▶ WHAT THE TASK REQUIRES: Scan the records for the word "text". Copy each line that includes it.

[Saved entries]
..............................
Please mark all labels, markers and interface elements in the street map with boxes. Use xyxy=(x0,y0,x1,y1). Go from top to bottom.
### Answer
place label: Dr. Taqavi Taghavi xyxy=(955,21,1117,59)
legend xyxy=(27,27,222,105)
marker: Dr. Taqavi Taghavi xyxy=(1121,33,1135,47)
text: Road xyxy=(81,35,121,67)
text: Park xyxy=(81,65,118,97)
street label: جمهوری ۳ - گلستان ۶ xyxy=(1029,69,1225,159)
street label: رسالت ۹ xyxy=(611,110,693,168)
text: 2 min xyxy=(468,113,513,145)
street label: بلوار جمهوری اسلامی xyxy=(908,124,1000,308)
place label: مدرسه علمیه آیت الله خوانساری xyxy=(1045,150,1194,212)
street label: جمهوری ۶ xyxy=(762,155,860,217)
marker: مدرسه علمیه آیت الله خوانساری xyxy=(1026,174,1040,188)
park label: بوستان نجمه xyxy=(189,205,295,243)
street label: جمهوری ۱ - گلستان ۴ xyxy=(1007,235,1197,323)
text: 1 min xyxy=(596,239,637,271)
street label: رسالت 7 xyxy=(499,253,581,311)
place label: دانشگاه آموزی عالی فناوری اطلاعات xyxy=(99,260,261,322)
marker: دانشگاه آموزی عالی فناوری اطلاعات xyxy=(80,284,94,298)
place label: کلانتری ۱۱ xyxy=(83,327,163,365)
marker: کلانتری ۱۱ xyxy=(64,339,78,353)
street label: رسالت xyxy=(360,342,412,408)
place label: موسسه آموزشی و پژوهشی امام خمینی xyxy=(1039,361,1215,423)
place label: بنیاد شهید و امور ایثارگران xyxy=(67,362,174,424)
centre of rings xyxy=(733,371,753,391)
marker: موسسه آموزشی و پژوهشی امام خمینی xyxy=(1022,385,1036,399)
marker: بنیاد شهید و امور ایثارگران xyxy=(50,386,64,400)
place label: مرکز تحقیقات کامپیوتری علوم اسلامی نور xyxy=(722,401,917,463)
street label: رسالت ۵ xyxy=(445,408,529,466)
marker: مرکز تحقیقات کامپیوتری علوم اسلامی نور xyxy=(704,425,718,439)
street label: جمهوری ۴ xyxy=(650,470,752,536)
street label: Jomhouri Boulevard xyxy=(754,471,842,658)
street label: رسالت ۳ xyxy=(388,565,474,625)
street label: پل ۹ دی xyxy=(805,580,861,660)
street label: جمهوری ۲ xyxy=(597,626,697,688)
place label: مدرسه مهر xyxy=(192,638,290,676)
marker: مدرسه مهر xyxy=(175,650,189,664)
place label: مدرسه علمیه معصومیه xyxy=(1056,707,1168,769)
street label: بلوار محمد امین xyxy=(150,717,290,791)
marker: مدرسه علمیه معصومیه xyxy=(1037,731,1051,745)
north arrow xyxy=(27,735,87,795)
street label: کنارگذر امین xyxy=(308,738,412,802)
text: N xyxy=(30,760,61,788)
..............................
▶ RESULT:
text: Road xyxy=(81,35,121,67)
text: Park xyxy=(81,65,118,97)
text: 2 min xyxy=(468,113,513,145)
text: 1 min xyxy=(596,239,637,271)
text: N xyxy=(30,760,61,788)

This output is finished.